Il prezzo, però, fu una guerra. La sfida che tocca non solo agli insegnanti, ma a tutti noi che viviamo in questo complicato e straordinario patto di cittadinanza che si chiama democrazia è difficile, perché si capiscono meglio le cose che si provano rispetto a quelle che si immaginano e perché la democrazia, per fortuna, lascia spazio alla parola di tutti, anche di chi non la pensa come noi. La sfida è far comprendere quali siano i valori fondamentali per ogni uomo senza arrivare a far sì che se ne accorga perché privatone: infatti, se non lo difendiamo, il grado di civiltà in cui viviamo potrebbe anche regredire. Gian Maria Volonté, nei panni del partigiano Otello Pighin-“Renato”, si chiede «se dopo, 20 o 30 o 70 anni dopo che la guerra sarà finita ci sarà di nuovo un periodo in cui la gente si lascerà anestetizzare da un po’ di pace e di abbondanza, se per questo si sarà pronti a lasciar perdere tutto un’altra volta, la libertà un’altra volta… allora c’è solo la lotta».

È perché non ci fosse più bisogno di lotte che i Resistenti ci lasciarono, fissata nero su bianco, questa Costituzione; la società in cui viviamo oggi è quella che ieri, a prezzo del sangue, seppero sognare i partigiani.

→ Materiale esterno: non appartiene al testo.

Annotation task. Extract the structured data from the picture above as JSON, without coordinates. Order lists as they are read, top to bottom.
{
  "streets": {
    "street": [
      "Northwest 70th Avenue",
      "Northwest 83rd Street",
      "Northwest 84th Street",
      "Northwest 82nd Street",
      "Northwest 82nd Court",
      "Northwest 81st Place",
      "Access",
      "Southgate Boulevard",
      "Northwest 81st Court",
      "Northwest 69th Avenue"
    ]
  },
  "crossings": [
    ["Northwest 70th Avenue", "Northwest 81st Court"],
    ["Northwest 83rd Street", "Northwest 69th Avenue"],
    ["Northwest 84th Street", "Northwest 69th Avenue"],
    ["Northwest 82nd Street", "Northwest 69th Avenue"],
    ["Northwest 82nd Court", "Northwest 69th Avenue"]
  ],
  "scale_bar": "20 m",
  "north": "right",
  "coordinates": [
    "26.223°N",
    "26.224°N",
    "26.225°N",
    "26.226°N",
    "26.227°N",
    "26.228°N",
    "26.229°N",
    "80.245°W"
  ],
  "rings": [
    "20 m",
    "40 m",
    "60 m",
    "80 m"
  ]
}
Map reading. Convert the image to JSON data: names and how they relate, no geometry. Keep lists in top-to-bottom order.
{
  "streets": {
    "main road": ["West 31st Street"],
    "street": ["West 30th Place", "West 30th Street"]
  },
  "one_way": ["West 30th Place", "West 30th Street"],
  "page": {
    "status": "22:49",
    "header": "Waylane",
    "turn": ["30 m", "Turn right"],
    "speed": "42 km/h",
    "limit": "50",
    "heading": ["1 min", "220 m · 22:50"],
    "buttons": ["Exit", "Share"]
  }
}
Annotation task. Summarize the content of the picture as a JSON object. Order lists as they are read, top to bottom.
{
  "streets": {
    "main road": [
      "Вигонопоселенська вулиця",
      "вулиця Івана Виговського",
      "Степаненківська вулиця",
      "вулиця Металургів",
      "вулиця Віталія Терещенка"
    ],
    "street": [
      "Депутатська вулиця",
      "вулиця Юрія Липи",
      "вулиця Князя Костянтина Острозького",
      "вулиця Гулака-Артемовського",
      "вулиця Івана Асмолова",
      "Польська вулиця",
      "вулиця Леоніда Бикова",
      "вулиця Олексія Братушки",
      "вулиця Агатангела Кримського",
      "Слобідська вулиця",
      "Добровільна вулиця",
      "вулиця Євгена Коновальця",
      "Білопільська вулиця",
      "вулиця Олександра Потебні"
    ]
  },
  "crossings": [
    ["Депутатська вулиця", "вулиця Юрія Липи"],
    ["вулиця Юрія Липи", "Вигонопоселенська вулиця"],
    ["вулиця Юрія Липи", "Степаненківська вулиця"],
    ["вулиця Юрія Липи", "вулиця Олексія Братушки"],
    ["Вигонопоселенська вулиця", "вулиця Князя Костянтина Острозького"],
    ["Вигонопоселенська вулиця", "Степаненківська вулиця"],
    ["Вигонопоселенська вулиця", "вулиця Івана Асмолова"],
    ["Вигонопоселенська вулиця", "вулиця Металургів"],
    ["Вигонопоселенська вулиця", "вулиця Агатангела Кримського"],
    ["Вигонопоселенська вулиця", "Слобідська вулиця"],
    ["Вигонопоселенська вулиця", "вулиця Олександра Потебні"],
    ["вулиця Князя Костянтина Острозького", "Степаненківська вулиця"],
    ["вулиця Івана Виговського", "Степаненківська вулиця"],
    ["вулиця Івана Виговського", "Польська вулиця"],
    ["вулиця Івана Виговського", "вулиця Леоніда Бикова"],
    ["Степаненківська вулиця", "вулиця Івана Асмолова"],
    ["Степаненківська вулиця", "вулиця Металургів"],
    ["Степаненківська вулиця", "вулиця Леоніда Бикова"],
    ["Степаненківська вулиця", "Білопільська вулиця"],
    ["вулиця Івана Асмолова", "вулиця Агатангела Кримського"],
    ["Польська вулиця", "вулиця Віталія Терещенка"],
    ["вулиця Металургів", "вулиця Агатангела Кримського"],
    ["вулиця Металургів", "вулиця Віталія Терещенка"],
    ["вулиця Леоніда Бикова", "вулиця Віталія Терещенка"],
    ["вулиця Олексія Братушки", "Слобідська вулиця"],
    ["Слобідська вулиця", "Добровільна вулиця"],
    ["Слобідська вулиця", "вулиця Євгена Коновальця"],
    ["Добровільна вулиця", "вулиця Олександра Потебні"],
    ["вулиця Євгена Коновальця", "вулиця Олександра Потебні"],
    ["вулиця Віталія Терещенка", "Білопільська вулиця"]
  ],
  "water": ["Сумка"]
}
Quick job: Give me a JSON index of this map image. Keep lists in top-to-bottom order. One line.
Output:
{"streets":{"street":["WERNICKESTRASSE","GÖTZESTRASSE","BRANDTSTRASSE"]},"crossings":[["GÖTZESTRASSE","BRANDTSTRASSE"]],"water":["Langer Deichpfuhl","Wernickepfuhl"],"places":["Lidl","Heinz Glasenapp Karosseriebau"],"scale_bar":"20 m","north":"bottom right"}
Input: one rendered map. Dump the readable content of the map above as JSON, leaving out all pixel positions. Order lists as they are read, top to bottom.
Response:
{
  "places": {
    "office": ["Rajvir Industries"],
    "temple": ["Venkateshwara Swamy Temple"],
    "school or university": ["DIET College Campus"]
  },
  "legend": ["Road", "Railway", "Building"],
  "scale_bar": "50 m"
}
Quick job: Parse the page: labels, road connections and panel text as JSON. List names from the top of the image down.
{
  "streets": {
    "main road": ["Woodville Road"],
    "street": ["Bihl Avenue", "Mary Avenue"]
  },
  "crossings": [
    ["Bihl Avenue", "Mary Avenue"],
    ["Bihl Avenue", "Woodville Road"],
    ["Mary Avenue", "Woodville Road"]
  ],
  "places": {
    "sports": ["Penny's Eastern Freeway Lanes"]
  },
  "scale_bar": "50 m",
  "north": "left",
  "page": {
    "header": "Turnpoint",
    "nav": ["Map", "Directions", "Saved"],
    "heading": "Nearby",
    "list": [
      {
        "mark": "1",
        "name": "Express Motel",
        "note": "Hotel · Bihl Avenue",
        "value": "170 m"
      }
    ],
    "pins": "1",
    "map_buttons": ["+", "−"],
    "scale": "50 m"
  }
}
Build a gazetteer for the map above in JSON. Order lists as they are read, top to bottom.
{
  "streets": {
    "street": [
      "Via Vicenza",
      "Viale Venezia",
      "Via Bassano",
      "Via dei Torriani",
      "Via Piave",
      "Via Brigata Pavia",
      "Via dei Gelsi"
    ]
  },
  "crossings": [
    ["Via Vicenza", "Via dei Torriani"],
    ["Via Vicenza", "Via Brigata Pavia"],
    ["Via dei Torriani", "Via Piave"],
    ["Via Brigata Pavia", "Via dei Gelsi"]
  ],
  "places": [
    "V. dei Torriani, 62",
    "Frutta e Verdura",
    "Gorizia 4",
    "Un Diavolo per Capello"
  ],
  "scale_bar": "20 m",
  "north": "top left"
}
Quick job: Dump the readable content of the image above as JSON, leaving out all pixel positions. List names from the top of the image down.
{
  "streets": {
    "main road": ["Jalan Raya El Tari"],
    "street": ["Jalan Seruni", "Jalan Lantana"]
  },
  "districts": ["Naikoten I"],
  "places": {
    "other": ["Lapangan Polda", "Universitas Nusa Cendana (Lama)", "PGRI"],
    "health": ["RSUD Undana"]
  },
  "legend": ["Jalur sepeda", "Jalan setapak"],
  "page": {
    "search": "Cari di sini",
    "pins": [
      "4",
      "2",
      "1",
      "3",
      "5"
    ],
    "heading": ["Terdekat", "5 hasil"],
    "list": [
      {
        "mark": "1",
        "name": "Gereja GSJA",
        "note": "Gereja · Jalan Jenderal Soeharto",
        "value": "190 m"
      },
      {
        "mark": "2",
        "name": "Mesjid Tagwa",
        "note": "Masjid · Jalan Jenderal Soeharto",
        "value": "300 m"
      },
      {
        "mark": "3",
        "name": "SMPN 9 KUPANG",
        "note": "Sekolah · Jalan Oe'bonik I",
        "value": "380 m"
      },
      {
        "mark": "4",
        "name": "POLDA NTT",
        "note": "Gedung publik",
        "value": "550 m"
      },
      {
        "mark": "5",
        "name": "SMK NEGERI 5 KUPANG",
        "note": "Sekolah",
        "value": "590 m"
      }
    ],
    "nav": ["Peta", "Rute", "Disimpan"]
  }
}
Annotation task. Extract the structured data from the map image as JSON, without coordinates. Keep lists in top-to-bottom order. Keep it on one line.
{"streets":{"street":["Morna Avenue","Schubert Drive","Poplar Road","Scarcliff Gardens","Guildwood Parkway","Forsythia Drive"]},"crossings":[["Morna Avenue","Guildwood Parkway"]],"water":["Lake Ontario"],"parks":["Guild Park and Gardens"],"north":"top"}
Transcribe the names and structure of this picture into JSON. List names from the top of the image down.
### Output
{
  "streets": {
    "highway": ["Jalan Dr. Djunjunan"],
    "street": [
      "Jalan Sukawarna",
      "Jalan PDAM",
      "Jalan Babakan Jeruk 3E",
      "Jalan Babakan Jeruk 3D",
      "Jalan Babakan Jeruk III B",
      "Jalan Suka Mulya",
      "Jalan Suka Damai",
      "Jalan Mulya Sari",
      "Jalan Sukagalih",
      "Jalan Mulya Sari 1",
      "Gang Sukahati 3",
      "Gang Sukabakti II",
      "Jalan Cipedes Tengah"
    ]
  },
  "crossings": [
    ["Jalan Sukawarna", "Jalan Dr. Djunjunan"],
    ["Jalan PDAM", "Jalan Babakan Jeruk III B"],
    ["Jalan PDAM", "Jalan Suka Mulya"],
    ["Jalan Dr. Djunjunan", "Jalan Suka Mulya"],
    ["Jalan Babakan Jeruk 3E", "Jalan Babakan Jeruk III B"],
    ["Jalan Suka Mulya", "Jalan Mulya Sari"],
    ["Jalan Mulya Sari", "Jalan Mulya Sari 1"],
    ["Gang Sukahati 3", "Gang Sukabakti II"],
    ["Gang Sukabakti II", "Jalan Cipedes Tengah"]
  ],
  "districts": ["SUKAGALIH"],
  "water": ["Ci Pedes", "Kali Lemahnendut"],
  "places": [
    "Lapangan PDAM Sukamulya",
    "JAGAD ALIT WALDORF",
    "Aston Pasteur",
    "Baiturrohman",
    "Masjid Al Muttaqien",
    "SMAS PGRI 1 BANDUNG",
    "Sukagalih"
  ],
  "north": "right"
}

Attualizzare quel passato significa scegliere ancora, di nuovo, quanto di buono, onesto e giusto esso seppe manifestare; l’eredità morale e storica di un Paese, specie quando alle spalle ci sono memorie diverse e non condivise, non viene calata dall’alto, ma deve essere scelta consapevolmente. Per questo 70 anni dopo, io vi dico e vi chiedo di scegliere ancora l’eredità della Resistenza antifascista. E so che può suonare retorico, ma lo dico perché è sincero: Viva la Resistenza, viva l’Italia!